Dengan posisi rumahnya yang berdekatan dengan hutan, Ating sempat menghabiskan hari-hari dengan kegelisahan pada tahun 2019 lalu. Ating kerap terbangun di malam hari selepas mendengar suara-suara janggal yang berasal dari belakang rumahnya. Suara-suara tersebut terdengar familiar, tetapi ia tak mampu menebak asalnya.

Suatu malam, ia keluar melihat sumber suara. Tak menemukan sumbernya, Ating justru mendapati sejumlah buah kelapa telah hilang dari pohon kelapa di pekarangannya. Dugaannya, seseorang telah mencuri kelapa-kelapa tersebut. 
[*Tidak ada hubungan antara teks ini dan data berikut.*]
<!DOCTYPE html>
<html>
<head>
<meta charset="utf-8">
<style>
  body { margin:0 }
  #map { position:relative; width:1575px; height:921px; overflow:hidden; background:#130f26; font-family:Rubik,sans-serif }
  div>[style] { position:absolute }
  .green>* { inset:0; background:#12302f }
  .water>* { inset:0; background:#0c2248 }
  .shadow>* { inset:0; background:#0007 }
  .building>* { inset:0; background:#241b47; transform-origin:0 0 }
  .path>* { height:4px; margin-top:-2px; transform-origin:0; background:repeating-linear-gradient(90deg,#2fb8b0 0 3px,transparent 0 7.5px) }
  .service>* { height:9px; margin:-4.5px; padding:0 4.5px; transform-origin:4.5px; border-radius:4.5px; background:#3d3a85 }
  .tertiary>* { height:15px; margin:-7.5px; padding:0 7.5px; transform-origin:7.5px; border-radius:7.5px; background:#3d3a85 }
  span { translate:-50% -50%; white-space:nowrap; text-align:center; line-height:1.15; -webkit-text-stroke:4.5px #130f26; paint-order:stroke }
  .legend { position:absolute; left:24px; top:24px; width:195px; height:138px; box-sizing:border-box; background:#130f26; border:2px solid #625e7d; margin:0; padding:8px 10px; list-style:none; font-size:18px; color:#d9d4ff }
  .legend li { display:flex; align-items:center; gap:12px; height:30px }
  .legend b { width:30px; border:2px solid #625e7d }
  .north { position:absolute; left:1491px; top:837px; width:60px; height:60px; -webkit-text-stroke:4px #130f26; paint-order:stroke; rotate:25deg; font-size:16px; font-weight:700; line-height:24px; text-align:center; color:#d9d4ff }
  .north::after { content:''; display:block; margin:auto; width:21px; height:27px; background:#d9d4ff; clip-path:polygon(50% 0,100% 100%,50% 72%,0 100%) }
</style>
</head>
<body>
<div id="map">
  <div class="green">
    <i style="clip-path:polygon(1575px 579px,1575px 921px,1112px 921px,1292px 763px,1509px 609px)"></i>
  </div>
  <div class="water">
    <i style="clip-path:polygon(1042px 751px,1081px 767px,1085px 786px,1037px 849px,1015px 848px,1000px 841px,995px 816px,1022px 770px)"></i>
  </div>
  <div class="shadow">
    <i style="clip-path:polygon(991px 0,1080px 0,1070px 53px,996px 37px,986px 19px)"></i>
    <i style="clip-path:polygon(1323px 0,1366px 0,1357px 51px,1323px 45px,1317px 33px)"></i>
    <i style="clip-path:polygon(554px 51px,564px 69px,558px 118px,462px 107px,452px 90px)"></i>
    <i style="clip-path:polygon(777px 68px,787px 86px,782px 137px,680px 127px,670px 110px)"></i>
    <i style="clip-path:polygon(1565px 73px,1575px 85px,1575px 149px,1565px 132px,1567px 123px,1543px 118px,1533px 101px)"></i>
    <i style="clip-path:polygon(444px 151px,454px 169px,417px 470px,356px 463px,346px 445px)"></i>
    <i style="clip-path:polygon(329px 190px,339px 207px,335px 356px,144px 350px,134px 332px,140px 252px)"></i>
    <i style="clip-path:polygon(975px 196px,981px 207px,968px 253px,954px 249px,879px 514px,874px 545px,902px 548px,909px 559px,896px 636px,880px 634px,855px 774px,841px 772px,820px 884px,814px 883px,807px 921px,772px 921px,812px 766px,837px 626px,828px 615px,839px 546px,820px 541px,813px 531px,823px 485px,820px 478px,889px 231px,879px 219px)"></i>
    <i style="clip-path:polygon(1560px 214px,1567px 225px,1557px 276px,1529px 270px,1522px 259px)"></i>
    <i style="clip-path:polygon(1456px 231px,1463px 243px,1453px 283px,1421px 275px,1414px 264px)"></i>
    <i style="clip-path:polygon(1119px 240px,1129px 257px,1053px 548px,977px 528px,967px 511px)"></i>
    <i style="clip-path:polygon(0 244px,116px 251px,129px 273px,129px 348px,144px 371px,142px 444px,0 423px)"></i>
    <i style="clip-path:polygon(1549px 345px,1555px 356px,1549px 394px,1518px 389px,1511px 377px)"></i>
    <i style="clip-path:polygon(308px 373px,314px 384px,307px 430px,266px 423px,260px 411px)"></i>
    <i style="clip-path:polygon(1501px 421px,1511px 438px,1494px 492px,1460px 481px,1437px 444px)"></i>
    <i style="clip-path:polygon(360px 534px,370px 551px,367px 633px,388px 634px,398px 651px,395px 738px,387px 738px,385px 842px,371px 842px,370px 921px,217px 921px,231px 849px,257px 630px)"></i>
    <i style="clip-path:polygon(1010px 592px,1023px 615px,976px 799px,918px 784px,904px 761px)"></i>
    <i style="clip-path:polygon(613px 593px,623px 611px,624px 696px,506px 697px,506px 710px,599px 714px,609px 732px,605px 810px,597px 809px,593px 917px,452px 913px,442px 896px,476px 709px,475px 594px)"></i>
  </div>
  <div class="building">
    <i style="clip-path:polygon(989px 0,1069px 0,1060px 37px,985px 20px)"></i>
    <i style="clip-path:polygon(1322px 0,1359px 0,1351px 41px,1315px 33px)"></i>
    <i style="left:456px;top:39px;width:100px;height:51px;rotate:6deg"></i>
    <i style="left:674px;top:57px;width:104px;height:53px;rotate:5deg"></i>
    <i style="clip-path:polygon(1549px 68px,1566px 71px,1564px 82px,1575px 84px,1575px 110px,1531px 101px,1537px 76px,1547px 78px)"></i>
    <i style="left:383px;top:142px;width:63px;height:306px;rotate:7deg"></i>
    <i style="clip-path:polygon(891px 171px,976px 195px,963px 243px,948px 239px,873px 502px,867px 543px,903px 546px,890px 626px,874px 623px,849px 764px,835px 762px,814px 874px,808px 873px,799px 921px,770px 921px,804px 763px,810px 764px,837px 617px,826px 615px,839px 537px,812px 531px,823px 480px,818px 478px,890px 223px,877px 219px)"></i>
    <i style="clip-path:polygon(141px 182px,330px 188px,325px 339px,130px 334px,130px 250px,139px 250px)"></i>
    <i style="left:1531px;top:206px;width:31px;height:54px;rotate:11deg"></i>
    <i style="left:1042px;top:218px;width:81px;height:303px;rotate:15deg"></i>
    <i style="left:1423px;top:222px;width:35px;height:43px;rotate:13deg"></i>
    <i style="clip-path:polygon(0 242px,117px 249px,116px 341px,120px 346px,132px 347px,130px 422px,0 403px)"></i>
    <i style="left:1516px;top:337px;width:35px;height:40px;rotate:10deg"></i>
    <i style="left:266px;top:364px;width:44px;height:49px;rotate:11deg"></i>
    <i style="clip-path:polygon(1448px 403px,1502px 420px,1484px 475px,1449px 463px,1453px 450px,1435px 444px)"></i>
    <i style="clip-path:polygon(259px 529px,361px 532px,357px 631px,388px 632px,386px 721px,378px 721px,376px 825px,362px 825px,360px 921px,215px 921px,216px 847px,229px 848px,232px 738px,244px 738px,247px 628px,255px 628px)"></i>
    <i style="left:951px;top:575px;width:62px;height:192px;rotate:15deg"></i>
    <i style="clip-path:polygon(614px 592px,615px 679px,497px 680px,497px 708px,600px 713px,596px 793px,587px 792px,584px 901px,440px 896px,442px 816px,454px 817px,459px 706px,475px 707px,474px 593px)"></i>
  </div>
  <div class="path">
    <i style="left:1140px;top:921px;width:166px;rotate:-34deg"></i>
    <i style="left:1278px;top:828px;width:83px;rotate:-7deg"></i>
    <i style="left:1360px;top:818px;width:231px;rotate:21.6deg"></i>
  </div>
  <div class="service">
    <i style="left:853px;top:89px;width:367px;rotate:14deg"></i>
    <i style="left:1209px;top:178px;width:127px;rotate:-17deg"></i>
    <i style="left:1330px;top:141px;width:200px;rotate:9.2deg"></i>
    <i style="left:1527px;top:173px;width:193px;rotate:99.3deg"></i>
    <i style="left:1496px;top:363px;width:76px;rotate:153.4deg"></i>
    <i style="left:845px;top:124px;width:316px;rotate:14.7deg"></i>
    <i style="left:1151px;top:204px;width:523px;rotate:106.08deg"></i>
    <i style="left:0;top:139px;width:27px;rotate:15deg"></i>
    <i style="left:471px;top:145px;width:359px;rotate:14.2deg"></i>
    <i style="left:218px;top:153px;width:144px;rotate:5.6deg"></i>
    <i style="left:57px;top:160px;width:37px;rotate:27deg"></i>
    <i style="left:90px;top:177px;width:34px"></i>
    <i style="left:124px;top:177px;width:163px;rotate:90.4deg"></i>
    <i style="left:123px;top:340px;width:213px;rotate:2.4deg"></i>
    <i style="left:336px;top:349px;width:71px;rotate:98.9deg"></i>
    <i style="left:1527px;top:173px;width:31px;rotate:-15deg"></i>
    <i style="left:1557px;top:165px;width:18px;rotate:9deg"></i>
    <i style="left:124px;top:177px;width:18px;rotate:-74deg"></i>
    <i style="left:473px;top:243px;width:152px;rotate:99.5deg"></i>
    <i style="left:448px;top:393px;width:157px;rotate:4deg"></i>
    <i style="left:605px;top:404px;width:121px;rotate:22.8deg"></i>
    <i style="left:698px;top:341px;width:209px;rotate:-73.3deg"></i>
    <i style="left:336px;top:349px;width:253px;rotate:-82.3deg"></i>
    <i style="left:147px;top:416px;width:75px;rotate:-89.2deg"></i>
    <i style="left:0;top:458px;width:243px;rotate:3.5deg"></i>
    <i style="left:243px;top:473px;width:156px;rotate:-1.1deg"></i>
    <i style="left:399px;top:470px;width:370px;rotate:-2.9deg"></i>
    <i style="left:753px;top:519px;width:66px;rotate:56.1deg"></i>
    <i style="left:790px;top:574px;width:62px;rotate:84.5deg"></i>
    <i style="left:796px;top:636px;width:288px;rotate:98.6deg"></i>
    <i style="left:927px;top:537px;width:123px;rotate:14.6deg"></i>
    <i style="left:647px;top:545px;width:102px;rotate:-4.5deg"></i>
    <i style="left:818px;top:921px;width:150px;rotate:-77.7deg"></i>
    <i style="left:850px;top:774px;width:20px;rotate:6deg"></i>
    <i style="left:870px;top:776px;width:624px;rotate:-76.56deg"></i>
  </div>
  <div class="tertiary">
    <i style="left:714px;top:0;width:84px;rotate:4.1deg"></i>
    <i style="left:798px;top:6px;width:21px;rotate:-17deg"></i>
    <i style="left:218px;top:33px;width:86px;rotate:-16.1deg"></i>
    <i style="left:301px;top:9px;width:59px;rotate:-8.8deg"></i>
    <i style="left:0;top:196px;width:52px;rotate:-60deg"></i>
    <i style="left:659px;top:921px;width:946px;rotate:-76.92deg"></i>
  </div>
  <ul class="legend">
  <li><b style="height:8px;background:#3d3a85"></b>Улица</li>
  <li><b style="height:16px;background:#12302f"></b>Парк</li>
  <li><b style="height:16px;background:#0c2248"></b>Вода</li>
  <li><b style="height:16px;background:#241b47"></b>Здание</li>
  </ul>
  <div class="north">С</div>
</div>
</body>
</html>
Sebelumnya, Ating tak pernah memasang kamera pengintai untuk menjaga rumahnya. Ia begitu percaya pada lingkungan tempat tinggalnya, selalu merasa aman dan nyaman. Namun, sejak rangkaian malam dipenuhi suara-suara asing dan kelapa yang tiba-tiba hilang, ia mulai merasa ada yang janggal. Ating pun mulai memasang sejumlah kamera pengintai di sejumlah sudut di kediamannya.

“Hasilnya saya temukan, memang ada [yang] mengambil kelapa,” ungkap Ating. 

Ternyata suara tersebut berasal dari seekor babirusa yang kini telah menjadi teman dekatnya.

“Kami bersepakat memberi namanya Coco. Karena suka makan kelapa.” Ating tertawa.

Selepas mengetahuinya, Ating justru dengan sengaja menambah jumlah kelapa di pekarangannya. 

“Kelapa yang diambil digunakan untuk bertahan hidup. Dia makan lalu pergi. Hanya menyisakan batoknya saja,” kisah Ating.

Ating juga menanami beberapa sayuran, umbi-umbian, dan pisang di kebunnya. Namun Coco justru merusaknya.

Secara perlahan, Ating mencoba mendekatinya, walau ia menyadari bahwa Coco mungkin menganggapnya sebagai ancaman. Namun, pada akhirnya, Ating pun berhasil mendekati Coco.

Ating memberi sentuhan pertama tepat di kepala Coco. Selepas itu, ia terus mengulanginya setiap bertemu. Lama kelamaan, Coco pun mulai percaya dengan Ating, hingga kini Ating kerap memeluknya.

“Banyak orang yang bilang, butuh trik dan bantuan kecanggihan teknologi hanya untuk melihatnya saja. Itu pun harus berjarak dan menyamar. Tapi, di sini, saya sudah berteman dengannya, sangat dekat sekali,” kata Ating.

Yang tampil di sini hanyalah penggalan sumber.